# Next!! It's a big world!



## RemudaOne (Oct 4, 2012)

Well, here we go again. Her udder has really tightened up the last couple of days and she has definitely dropped. Hopefully, she'll lamb prior to the colder temps this weekend!!


----------



## Four Winds Ranch (Oct 4, 2012)

Good luck!!!!  

Keep us posted!!!


----------



## Alice Acres (Oct 4, 2012)

Also, watch for her to sink in the pelvis - on both sides of her croup. (on either side where the tail attaches). Many times that is a more accurate sign than the udder.
Good luck!


----------



## RemudaOne (Oct 4, 2012)

Thank you Four Winds and I will .

Alice, she's pretty loose and wiggly as well. Been seeing lots of movement by the baby(s) the last two days too. Also noticed that she tinkled a bit when she happened to cough this morning. 

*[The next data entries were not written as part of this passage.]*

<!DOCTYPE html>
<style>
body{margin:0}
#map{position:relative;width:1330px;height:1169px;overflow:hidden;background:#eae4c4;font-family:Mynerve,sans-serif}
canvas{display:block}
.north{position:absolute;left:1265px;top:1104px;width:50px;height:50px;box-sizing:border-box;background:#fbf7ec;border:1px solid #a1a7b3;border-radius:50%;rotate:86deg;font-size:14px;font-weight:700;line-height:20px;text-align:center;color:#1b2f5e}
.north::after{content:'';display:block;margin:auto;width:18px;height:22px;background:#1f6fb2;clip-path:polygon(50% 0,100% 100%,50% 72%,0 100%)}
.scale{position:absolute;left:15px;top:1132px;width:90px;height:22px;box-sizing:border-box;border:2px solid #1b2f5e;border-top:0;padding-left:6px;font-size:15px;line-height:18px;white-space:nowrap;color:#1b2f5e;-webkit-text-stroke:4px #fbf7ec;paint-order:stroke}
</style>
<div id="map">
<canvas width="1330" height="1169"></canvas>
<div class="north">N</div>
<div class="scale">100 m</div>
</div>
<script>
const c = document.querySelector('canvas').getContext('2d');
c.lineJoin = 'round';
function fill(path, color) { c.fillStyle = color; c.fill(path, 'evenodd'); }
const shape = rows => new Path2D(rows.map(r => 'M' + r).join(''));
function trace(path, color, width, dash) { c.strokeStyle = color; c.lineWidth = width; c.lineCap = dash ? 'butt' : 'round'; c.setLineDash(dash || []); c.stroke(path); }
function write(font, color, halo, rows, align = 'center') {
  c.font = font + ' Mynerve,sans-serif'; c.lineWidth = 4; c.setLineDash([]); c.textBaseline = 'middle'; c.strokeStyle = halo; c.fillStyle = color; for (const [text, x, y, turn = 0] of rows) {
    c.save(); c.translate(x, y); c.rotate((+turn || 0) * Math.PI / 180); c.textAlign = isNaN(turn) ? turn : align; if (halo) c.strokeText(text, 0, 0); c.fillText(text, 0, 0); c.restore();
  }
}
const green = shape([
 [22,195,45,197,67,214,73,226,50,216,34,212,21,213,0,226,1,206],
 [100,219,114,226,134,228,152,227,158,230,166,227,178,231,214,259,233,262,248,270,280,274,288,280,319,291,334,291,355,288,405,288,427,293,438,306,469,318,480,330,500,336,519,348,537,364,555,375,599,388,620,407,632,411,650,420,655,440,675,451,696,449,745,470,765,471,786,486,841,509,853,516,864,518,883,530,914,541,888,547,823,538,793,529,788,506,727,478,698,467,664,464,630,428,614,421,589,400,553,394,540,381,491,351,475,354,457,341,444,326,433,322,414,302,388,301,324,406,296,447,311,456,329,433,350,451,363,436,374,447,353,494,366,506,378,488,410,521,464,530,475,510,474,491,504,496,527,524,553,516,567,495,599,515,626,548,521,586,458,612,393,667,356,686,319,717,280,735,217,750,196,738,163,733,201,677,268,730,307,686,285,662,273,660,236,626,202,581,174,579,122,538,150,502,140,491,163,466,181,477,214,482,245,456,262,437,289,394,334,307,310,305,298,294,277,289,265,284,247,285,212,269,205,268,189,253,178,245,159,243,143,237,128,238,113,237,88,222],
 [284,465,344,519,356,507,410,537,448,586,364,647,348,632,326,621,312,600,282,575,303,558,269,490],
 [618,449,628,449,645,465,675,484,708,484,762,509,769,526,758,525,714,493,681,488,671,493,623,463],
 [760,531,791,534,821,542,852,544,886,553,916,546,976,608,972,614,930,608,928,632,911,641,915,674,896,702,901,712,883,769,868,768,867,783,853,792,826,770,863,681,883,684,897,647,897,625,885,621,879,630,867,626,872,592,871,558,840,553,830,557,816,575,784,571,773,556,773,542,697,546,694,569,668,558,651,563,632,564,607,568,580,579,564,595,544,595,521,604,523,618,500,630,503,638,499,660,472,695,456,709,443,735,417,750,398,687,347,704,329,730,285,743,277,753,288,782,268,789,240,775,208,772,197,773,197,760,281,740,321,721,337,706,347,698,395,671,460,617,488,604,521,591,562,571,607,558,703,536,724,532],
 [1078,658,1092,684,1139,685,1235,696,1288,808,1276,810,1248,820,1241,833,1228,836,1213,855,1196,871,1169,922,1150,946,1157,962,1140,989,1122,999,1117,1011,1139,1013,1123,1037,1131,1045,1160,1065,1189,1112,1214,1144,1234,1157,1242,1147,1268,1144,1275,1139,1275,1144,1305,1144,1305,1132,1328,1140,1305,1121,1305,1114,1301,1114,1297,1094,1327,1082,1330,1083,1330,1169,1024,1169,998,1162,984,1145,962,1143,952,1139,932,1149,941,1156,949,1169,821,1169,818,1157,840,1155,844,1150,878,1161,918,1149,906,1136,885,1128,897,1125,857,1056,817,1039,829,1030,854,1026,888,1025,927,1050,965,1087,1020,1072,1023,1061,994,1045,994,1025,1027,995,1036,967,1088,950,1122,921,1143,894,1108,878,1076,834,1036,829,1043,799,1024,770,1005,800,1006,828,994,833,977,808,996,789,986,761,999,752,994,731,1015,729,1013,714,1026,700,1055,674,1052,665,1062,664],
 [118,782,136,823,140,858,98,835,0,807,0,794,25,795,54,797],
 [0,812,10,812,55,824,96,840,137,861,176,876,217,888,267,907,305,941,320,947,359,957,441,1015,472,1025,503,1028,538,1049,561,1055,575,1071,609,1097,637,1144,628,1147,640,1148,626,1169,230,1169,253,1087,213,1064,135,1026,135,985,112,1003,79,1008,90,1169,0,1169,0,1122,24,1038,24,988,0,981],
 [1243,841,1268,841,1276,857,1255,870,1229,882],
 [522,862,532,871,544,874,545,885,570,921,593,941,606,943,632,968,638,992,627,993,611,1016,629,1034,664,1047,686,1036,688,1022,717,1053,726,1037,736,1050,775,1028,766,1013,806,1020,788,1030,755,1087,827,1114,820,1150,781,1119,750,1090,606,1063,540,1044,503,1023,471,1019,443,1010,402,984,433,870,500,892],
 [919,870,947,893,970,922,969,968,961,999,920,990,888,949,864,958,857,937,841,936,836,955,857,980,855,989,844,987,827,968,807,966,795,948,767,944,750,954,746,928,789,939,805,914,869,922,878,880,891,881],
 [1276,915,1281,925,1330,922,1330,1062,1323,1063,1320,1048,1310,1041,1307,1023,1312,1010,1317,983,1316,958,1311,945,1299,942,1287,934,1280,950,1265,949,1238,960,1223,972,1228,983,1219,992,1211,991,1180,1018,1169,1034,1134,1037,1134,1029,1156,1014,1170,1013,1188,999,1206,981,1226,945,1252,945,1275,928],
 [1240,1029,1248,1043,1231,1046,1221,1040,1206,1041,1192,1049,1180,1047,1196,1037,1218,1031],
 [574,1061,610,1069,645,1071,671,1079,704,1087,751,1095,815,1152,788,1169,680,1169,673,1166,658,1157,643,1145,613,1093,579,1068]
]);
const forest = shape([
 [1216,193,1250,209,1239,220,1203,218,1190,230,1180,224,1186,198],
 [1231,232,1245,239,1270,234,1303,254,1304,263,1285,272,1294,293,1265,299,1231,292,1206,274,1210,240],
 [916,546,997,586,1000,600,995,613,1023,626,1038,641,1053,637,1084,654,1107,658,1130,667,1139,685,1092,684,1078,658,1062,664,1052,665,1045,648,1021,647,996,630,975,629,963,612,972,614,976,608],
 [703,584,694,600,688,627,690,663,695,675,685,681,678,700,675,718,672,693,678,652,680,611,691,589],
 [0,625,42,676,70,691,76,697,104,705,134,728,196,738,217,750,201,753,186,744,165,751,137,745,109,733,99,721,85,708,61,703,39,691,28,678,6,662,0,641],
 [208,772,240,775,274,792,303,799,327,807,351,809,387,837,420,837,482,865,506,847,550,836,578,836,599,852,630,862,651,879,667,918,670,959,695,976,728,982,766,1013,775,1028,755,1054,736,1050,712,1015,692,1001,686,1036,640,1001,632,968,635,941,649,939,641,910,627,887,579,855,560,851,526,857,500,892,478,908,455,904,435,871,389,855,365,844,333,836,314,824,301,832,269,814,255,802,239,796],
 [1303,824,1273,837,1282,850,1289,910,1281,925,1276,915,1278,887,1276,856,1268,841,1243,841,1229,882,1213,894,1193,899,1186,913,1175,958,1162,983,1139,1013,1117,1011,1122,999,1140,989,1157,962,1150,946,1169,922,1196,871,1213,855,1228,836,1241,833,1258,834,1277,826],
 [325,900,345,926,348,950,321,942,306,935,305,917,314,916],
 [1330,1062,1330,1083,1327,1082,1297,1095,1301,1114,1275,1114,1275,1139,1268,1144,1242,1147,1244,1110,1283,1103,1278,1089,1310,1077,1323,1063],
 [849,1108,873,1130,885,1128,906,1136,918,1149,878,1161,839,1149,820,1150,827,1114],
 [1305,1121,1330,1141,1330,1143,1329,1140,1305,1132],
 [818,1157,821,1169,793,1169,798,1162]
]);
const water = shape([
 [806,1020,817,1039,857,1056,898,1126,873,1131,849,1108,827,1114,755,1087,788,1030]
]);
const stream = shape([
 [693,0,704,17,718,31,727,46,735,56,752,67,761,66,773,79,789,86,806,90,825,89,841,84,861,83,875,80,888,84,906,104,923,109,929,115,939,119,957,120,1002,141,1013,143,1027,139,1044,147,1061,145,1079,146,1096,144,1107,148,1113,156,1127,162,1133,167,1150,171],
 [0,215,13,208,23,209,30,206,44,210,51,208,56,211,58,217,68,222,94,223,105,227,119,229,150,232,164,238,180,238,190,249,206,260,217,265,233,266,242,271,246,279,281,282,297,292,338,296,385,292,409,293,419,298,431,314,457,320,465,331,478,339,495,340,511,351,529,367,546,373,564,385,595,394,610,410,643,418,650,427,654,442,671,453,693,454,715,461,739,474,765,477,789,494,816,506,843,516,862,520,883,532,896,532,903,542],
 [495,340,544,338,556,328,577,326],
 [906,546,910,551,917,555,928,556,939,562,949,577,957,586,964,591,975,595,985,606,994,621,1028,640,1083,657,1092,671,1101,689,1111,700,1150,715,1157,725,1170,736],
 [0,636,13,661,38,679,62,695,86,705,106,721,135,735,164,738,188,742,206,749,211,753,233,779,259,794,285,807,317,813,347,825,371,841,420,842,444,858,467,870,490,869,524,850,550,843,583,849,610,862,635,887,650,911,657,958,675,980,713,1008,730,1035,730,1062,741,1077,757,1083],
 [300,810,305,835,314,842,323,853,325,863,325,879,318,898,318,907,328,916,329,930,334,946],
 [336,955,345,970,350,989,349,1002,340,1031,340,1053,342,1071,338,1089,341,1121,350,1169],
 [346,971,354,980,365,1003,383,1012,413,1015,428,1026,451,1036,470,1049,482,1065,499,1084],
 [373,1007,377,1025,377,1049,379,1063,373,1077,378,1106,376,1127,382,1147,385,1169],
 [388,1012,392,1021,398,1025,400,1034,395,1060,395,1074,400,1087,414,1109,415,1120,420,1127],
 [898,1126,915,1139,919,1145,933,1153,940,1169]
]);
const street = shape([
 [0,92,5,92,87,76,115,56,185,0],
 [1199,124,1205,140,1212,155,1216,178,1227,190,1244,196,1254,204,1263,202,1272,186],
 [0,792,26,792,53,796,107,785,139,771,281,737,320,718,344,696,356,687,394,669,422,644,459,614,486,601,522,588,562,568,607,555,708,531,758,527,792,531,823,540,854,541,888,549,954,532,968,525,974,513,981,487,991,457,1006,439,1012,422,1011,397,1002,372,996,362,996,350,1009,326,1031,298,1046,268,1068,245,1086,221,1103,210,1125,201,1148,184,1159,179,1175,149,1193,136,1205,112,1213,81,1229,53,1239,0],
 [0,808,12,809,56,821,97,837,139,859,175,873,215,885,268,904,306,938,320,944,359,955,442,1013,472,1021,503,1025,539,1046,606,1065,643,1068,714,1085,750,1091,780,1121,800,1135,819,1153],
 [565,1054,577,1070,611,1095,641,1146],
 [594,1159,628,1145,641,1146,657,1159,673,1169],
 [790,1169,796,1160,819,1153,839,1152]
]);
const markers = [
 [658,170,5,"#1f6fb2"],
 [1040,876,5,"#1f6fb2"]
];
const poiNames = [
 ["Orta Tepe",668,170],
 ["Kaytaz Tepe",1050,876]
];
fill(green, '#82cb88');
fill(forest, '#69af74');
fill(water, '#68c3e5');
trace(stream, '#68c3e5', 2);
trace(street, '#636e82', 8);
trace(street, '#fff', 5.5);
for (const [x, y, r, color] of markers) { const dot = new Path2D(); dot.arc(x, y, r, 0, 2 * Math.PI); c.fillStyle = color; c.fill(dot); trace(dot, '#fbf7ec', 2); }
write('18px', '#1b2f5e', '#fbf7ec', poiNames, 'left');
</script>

Hopefully she'll lamb tomorrow morning.

Think PUSH!! Lol!


----------



## Bridgemoof (Oct 4, 2012)

She looks pretty ready!  

I love your set up with the hay rack. Everything looks so nice and tidy!


----------



## bonbean01 (Oct 4, 2012)

New lamb/lambies on the way!!!!  She looks pretty close and hopefully she'll do this before the cold weather....and it's a normal, uneventful birthing


----------



## RemudaOne (Oct 4, 2012)

She's goooooiiiinnnng . Pics later!


----------



## SheepGirl (Oct 4, 2012)




----------



## Bridgemoof (Oct 4, 2012)

May the lambing commence.


----------



## bonbean01 (Oct 4, 2012)




----------



## RemudaOne (Oct 4, 2012)

Well, hello there! Come on out and let us take a look at you!!







Awwww, nice to meet you little one!






Wait... Is there someone at the back door? Who could it be?

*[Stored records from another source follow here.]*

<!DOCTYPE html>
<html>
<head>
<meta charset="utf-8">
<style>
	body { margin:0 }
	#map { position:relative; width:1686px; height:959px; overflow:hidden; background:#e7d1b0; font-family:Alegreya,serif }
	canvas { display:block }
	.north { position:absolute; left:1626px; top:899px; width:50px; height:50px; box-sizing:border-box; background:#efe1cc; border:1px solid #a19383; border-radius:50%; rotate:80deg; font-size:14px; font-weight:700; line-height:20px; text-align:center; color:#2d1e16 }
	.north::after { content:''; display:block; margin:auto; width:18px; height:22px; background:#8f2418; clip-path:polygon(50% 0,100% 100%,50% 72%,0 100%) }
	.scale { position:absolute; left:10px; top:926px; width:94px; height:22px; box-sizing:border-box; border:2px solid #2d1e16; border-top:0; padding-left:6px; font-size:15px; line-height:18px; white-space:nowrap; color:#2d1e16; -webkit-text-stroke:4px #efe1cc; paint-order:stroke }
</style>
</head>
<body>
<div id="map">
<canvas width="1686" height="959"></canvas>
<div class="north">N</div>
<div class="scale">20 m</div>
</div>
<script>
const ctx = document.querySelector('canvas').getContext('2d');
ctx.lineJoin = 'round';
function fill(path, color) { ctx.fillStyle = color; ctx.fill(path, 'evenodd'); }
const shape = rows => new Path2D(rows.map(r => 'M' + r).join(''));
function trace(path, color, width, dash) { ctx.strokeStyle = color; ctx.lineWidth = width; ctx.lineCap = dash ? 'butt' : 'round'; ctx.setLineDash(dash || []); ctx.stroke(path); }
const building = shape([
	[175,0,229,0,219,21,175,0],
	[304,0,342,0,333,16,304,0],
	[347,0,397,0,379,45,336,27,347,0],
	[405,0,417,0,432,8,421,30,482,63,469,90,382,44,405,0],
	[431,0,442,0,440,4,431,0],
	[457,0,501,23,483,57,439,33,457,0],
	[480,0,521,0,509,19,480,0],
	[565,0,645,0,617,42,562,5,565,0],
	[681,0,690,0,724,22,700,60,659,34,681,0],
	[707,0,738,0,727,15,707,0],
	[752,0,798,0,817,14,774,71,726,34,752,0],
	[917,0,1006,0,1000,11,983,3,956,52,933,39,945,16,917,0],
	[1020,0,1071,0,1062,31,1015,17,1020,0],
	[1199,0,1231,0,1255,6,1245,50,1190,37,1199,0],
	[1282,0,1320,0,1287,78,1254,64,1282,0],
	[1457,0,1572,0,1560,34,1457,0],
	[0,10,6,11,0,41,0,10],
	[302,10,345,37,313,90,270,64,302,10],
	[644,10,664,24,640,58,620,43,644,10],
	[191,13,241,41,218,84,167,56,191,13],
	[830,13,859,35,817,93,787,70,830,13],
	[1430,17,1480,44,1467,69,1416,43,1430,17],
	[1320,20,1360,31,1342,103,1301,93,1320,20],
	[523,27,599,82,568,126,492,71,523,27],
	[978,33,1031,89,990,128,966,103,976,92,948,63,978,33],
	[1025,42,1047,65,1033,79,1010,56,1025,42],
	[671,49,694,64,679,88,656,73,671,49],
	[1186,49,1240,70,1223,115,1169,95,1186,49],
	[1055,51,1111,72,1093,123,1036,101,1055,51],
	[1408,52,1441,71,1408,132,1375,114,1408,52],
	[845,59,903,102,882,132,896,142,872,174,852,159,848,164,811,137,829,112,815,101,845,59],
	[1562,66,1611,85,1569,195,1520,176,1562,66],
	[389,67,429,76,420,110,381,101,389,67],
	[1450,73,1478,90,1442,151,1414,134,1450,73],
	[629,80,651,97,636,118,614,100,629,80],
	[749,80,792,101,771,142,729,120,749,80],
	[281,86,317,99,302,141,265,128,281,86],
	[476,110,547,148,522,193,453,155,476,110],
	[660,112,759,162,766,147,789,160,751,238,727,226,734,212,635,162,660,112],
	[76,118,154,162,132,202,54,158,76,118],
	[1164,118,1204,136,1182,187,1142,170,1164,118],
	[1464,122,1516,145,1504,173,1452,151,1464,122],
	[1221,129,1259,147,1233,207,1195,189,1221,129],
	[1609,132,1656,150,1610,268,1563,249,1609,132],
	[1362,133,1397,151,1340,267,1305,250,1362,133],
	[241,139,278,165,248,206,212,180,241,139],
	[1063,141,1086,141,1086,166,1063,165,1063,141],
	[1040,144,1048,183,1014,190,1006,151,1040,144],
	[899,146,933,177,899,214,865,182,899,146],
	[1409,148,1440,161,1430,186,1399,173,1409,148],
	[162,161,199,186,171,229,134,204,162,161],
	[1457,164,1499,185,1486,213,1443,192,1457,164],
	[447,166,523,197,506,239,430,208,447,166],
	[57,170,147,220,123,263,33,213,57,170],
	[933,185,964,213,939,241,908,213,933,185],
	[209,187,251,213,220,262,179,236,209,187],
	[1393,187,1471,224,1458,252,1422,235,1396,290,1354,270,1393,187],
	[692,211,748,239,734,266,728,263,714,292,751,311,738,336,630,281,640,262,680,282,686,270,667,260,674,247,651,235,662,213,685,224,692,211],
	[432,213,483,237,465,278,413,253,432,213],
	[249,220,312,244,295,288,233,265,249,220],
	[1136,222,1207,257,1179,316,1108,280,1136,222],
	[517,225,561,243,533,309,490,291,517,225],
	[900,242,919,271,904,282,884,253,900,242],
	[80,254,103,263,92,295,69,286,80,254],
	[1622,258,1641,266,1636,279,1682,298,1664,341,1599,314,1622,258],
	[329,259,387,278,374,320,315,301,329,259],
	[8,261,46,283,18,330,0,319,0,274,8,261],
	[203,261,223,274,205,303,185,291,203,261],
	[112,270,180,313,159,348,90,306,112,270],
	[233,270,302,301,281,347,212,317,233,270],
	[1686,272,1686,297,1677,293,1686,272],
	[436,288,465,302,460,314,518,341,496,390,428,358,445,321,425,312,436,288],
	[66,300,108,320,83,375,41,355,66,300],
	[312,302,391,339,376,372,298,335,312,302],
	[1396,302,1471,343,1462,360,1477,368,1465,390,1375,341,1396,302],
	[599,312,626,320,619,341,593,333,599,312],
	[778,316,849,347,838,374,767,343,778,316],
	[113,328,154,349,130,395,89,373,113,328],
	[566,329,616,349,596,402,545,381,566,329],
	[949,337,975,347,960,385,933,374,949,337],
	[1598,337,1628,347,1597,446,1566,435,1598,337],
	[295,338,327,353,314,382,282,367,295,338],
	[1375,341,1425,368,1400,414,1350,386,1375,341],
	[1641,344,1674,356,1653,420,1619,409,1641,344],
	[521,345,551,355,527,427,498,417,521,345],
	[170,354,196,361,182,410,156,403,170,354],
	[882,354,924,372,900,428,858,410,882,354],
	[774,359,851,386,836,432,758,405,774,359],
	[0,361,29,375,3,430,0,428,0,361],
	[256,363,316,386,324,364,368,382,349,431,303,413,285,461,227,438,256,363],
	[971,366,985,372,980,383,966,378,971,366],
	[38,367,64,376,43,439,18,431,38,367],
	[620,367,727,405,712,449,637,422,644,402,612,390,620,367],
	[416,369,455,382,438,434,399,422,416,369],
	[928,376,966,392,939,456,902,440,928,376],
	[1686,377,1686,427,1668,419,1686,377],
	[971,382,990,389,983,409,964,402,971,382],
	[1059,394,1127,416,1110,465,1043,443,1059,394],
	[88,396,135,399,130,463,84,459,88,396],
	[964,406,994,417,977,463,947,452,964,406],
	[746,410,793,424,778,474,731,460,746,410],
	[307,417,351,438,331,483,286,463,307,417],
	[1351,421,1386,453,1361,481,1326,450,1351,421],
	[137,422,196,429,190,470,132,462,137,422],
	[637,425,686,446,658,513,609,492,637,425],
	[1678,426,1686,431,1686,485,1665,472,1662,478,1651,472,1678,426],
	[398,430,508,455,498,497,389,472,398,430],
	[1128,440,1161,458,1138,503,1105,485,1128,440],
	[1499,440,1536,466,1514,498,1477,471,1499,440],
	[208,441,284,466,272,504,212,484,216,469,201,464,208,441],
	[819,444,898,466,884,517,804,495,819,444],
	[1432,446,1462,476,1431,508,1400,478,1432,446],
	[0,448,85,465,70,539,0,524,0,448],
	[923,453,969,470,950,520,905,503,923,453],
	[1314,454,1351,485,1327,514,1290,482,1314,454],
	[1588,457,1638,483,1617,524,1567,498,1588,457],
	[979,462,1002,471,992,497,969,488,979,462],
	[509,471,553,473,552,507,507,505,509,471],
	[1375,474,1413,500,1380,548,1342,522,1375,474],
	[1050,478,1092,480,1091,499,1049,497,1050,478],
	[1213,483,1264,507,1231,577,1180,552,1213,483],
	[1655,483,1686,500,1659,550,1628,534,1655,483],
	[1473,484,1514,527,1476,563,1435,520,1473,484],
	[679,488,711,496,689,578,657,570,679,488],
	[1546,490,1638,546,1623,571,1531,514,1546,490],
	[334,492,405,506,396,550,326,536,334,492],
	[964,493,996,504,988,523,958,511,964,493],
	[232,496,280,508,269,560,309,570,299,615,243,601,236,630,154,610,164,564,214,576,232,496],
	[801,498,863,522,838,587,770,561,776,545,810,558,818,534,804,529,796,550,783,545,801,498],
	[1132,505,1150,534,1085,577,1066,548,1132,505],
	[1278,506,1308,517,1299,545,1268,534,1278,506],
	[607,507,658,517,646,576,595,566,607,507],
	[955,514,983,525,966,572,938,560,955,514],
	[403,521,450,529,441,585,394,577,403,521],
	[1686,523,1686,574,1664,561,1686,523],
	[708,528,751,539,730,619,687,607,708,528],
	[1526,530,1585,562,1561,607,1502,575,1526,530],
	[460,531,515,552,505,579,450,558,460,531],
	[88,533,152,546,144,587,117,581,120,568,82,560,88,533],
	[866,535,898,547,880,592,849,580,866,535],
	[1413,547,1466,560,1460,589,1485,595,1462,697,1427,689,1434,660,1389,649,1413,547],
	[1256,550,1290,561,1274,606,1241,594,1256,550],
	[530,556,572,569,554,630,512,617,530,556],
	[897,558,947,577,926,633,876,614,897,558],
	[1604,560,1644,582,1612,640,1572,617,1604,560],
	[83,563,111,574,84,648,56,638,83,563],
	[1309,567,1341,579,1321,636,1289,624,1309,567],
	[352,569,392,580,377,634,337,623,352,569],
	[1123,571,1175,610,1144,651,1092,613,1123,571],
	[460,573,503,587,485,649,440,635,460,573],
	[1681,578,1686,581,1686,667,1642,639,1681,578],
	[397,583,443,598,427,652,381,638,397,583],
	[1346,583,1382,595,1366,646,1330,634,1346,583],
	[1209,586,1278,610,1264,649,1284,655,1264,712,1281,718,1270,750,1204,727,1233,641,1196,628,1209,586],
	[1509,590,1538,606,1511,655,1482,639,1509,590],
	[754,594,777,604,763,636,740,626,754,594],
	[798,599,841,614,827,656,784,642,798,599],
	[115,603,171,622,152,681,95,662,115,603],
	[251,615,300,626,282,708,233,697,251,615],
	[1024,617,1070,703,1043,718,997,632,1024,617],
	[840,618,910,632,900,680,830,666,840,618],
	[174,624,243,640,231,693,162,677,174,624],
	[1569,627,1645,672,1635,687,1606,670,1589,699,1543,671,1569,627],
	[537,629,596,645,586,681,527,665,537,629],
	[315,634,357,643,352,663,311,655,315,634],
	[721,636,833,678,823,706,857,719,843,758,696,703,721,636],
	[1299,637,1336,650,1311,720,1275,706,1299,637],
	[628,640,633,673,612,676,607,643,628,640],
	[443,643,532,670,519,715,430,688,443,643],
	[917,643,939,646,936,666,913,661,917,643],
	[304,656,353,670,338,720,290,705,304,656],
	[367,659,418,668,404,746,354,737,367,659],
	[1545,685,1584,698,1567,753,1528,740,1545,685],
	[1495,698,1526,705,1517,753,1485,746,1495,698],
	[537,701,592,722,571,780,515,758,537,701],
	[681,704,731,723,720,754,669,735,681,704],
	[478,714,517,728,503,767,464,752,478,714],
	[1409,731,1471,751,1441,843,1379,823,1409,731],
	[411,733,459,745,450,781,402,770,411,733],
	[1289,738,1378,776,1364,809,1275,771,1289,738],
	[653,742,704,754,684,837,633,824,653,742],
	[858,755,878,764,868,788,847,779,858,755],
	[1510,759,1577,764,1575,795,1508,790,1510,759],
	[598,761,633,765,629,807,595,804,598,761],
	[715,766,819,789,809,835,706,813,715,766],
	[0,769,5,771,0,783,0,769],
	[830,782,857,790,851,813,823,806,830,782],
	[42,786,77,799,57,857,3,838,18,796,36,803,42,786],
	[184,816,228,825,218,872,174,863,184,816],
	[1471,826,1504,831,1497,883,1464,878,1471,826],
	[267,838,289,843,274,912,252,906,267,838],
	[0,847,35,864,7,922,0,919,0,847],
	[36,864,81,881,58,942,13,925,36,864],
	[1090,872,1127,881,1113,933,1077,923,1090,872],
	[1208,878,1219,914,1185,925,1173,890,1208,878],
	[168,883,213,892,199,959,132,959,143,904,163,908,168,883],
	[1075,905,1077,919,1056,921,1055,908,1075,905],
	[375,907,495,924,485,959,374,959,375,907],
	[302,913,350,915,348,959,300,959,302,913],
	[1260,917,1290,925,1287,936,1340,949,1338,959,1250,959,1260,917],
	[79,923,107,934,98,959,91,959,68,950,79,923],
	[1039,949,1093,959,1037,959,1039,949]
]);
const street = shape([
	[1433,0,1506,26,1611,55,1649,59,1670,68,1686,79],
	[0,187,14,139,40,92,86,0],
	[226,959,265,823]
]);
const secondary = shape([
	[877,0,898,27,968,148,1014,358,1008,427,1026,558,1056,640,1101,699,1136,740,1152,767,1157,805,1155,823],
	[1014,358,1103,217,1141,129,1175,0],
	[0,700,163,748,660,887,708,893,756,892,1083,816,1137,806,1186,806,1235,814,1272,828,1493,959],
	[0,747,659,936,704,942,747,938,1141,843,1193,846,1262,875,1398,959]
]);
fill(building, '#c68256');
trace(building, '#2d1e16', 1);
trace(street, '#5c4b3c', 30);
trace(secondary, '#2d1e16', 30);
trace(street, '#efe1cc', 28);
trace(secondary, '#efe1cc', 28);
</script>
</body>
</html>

Why yes, there IS someone there! Come on out and join the party!






Well, that was a rough landing little one, but it seems you're no worse for it 






Tag teaming mom. The new favorite past time for these two.......... Wait for it, waaaaiiiitttt.... RAMS!! Lol!






Everyone is doing well although number one had one leg back and mom was tiring. I was able to help her without pulling the leg forward, just a little too tight and too much for her by herself. Number two slide out like a noodle. 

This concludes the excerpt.